Antonio Salieri Department of Vocal Studies and Vocal Research in Music Education, University of Music and Performing Arts Vienna, Vienna, Austria.
J Voice. 2021 May;35(3):365-375. doi: 10.1016/j.jvoice.2019.11.005. Epub 2020 Mar 9.

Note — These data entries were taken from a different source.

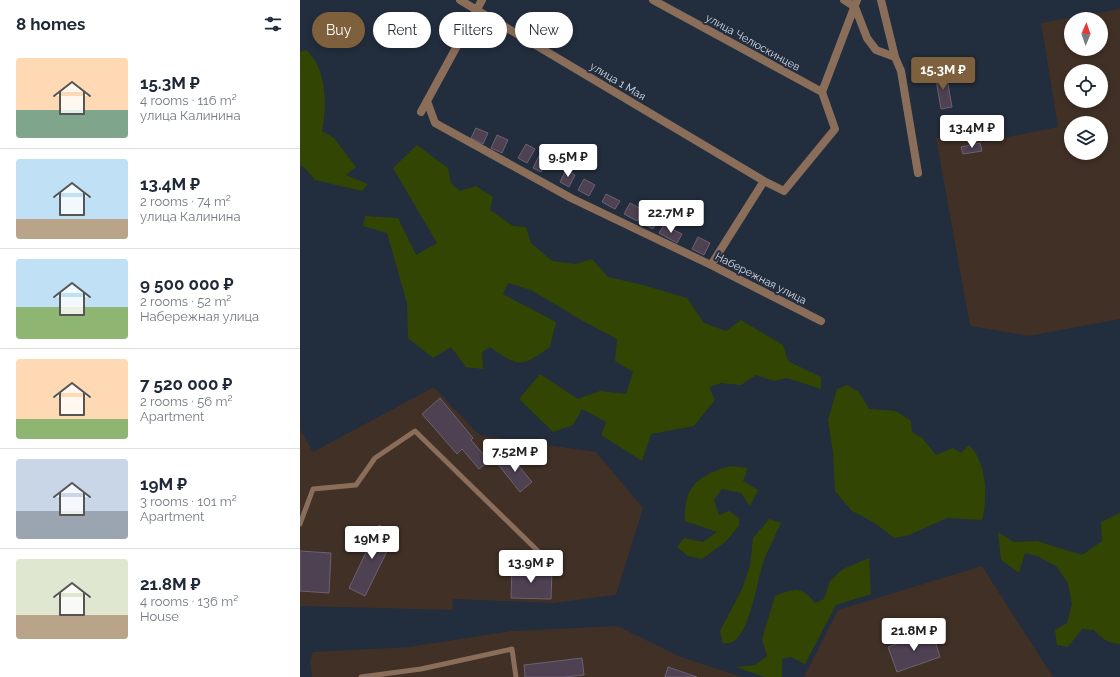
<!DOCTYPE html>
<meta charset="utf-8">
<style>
:root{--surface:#fff;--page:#f6f6f7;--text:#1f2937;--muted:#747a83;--line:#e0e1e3;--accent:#7f603d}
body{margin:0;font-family:Raleway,sans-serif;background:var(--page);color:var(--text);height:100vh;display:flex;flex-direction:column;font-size:15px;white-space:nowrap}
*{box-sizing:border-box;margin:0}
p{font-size:13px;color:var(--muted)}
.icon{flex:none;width:22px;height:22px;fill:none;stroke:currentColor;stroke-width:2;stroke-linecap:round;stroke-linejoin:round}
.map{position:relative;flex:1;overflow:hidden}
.side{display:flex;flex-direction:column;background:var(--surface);width:300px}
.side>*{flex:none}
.top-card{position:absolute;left:12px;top:12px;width:380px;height:36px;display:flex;gap:8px}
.needle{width:26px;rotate:2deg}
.tools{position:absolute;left:764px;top:12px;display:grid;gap:8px}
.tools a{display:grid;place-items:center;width:44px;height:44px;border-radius:50%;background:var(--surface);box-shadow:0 2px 6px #0003;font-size:20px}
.price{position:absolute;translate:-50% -34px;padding:0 9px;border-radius:4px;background:#fff;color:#222;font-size:13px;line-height:26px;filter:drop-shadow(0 1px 2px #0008)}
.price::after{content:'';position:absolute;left:50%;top:24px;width:12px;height:9px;margin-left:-6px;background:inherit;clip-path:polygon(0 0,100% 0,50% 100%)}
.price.current{background:var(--accent);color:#fff}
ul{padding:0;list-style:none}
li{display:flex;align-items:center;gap:12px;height:100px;padding:0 16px}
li+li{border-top:1px solid var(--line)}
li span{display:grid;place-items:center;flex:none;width:112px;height:80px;border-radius:4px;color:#555}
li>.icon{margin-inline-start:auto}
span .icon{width:48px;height:48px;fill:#fffc;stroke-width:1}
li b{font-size:17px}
h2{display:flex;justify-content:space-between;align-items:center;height:48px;padding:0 16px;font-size:17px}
.pill{padding:0 14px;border-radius:18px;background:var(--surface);box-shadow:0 2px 6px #0003;font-size:14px;line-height:36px}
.pill.current{background:var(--accent);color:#fff}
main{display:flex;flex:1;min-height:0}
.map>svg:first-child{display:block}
</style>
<main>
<section class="side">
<h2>8 homes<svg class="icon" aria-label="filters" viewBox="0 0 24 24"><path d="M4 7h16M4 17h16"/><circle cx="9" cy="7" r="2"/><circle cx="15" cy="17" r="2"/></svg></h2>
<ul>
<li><span style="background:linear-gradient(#ffd9b3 65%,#7fa58c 0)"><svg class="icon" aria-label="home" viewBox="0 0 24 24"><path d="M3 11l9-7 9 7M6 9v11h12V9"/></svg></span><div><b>15.3M ₽</b><p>4 rooms · 116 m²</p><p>улица Калинина</p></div></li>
<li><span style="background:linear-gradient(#bfe0f5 75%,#b9a48a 0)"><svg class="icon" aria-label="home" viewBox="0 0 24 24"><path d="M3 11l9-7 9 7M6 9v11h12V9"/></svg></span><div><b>13.4M ₽</b><p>2 rooms · 74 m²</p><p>улица Калинина</p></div></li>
<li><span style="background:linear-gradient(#bfe0f5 60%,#8fb573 0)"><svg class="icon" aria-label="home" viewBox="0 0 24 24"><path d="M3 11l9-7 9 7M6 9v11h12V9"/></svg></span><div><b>9 500 000 ₽</b><p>2 rooms · 52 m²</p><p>Набережная улица</p></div></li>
<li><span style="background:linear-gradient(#ffd9b3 75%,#8fb573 0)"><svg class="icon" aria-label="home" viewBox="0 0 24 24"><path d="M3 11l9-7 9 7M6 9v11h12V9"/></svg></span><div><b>7 520 000 ₽</b><p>2 rooms · 56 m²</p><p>Apartment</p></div></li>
<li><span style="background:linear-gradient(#c9d6e8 65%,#9aa5b1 0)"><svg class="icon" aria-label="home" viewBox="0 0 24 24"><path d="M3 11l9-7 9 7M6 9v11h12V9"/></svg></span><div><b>19M ₽</b><p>3 rooms · 101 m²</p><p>Apartment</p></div></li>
<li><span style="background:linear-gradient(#dfe7d0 70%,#b9a48a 0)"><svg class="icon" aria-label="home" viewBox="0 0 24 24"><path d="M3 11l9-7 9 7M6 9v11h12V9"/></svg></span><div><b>21.8M ₽</b><p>4 rooms · 136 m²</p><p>House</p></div></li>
</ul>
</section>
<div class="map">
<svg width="820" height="677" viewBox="0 0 820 677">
<rect width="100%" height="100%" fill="#222d3d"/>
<!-- industrial -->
<path fill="#403026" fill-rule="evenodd" d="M820,9V319L729,336L670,326L636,138L680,130L683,142L758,127L741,23ZM771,19H801V49H771ZM771,71H801V101H771ZM771,123H801V153H771Z
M134,387L179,435L296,452L343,508L316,595L253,603L153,599L152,610L0,606V429L13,452Z
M682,566L753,677H504L538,610Z
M317,626L381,657L442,677H12L10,661L13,652L109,647L212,631Z"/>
<!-- green -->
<path fill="#334502" d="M6,50C27,68 27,105 22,131L34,138L56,167L46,175L68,184L62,191L15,180L3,166L0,167V52Z
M117,145L148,168L151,183L160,191L176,186L193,197L190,210L213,226L226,227L231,243L252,261L275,264L292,259L308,277L343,285L387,298L404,323L426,331L441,320L483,345L488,361L521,377V389L487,378L474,381L456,375L441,385L421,383L409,387L415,400L394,426L351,434L342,461L301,435L306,422L282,409L273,425L253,432L219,399L240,374L278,399L300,391L326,394L333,372L315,361L317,339L283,321L231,290L208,283L203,294L256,322L250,347C221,367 220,368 190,347L182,352L183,369L166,367L151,347L133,358L108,338L107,303L87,233L63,226L65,216L98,218L116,255L137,243L93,168Z
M547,385L559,392L569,409L596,411L611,421L612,432L622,438L636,455L653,448L661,453L669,445C687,462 688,498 682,520L647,518L609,535L594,538L575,523L552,511L535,491L533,452L528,420L537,389Z
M430,466L448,468L443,481L458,490L450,506L441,493L422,489L414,500L419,515L429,511L439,518V526L425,542L402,559L388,556L377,547L384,538L403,542L417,532L385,521C384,485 398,476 430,466Z
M820,513V644C809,644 801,638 794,630L782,629L768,647L757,645L755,630L767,623L772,604L768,583L756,566L737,556L725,553L719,573L701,560L698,532L714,542L737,541L782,555L802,541L801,522Z
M469,519L481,523C475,536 468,549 463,563C457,580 450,633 433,642C430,643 426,643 423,644L420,631L442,589L450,566L453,538Z
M569,558L571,594L536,605L505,664L491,657L482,659V677H465L436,667L455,665L467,656L462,639L475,596C494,589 501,585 515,603L524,599L530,581L543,569Z"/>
<!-- building -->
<path fill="#4e4152" stroke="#6f6073" d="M646,73L652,107L641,109L635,74Z
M176,128L188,133L183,144L171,138Z
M197,135L208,140L202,153L191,148Z
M680,143L682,151L663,154L661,147Z
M226,144L235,149L227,163L218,158Z
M239,156L247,160L241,172L233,168Z
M266,170L275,175L269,187L260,182Z
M284,179L295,185L289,196L278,190Z
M306,194L320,201L315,209L302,202Z
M330,203L343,210L337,221L324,214Z
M348,214L358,220L353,229L343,224Z
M364,225L382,234L377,243L359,233Z
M398,237L410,243L404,255L392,249Z
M140,398L173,438L171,440L189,461L179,469L162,449L157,454L122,414Z
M209,454L232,482L220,492L197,463Z
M79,525L96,533L65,596L49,588Z
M0,551L31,553L29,593L0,591Z
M212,568L252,570L251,599L211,598Z
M632,632L640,657L597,672L588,647Z
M282,658L284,675L264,677H225L224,665Z
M368,667L397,677H365Z"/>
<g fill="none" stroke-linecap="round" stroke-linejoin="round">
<!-- lane -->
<path stroke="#8a6e5a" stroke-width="5" d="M0,524L13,489L56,485L75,458L115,431L245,558
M61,677L121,669L212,649L216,677"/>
<!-- street -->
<path stroke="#8a6e5a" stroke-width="8" d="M160,0L464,181
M353,0L522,92
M544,0L555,7L567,38L576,50L595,57L601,71L618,173
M581,0L595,57
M127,101L135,123L271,198L411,265L521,321
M121,112L182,0
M411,265L464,181L484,191L535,129L522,92L557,0"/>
</g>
<g text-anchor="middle" stroke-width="4" stroke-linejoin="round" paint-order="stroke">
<!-- street labels -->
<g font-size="11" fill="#d3dae5" stroke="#222d3d">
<text transform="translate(453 42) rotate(29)" y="4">улица Челюскинцев</text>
<text transform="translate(318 81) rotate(31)" y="4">улица 1 Мая</text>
<text transform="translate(461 278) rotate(27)" y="4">Набережная улица</text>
</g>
</g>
</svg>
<div class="tools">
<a><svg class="needle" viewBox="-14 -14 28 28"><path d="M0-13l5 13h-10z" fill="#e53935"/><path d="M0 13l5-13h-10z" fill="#747a83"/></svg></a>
<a><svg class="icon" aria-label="locate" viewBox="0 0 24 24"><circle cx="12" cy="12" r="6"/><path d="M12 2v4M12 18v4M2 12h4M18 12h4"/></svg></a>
<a><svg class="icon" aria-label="layers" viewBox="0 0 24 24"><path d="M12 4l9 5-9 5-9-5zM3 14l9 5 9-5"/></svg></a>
</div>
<b class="price current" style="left:643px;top:91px">15.3M ₽</b>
<b class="price" style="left:672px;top:149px">13.4M ₽</b>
<b class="price" style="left:268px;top:178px">9.5M ₽</b>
<b class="price" style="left:371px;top:234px">22.7M ₽</b>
<b class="price" style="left:215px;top:473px">7.52M ₽</b>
<b class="price" style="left:72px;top:560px">19M ₽</b>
<b class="price" style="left:231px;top:584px">13.9M ₽</b>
<b class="price" style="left:614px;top:652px">21.8M ₽</b>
<div class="top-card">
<a class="pill current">Buy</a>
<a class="pill">Rent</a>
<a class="pill">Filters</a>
<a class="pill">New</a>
</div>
</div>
</main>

Subharmonics are an important class of voice signals, relevant for speech, pathological voice, singing, and animal bioacoustics. They arise from special cases of amplitude (AM) or frequency modulation (FM) of the time-domain signal. Surprisingly, to date there is only one open source subharmonics detector available to the scientific community: Sun's subharmonic-to-harmonic ratio (SHR). Here, this algorithm was subjected to a formal evaluation with two data sets of synthesized and empirical speech samples. Both data sets consisted of electroglottographic (EGG) signals, ie, a physiological correlate of vocal fold oscillation that bypasses vocal tract acoustics. Data Set I contained 2560 synthesized EGG signals with varying degrees of AM and FM, fundamental frequency (fo), periodicity, and signal-to-noise ratio (SNR). Data Set II was made up of 25 EGG samples extracted from the CMU Arctic speech data base. For a "ground truth" of subharmonicity, these samples were manually annotated by a group of five external experts. Analysis of the synthesized data suggested that the SHR metric is relatively robust as long as the subharmonic modulation extent is below 0.35 and 0.7 for the FM and AM scenarios, respectively. In the CMU Arctic speech data samples, the SHR analysis reached a maximum sensitivity of about 87% at a specificity of over 90%, but only for adaptive algorithm parameter settings. In contrast, the algorithm's default parameter settings could only successfully classify about 9% of all subharmonic instances. The SHR is a useful metric for assessing the degree of subharmonics contained in voice signals, but only at adaptive parameter settings. In particular, the frequency ceiling should be set to five times the highest fo, and the frame length to at least five times the largest fundamental period of the analyzed signal. For subharmonic classification a threshold of SHR ≥ 0.01 is recommended.
次谐波是一类重要的语音信号,与语音、病理性语音、歌唱和动物生物声学都有关。它们是时域信号的幅度调制(AM)或频率调制(FM)的特殊情况产生的。令人惊讶的是,到目前为止,科学界只有一种可用的开源次谐波检测器:Sun 的次谐波与谐波比(SHR)。在这里,该算法在两个合成和经验语音样本数据集上进行了正式评估。这两个数据集都由声门图(EGG)信号组成,即声带振动的生理相关信号,它绕过了声道声学。数据集 I 包含 2560 个具有不同程度 AM 和 FM、基频(fo)、周期性和信噪比(SNR)的合成 EGG 信号。数据集 II 由 25 个从 CMU 北极语音数据库中提取的 EGG 样本组成。为了获得次谐波的“真实情况”,这些样本由一组五名外部专家手动注释。对合成数据的分析表明,只要次谐波调制幅度分别低于 FM 和 AM 情况的 0.35 和 0.7,SHR 度量就相对稳健。在 CMU 北极语音数据样本中,SHR 分析在特异性超过 90%的情况下,达到了约 87%的最大灵敏度,但仅适用于自适应算法参数设置。相比之下,算法的默认参数设置只能成功分类所有次谐波实例的约 9%。SHR 是评估语音信号中所含次谐波程度的有用指标,但仅在自适应参数设置下有效。特别是,频率上限应设置为最高 fo 的五倍,帧长度应至少设置为分析信号最大基周期的五倍。建议将 SHR≥0.01 作为次谐波分类的阈值。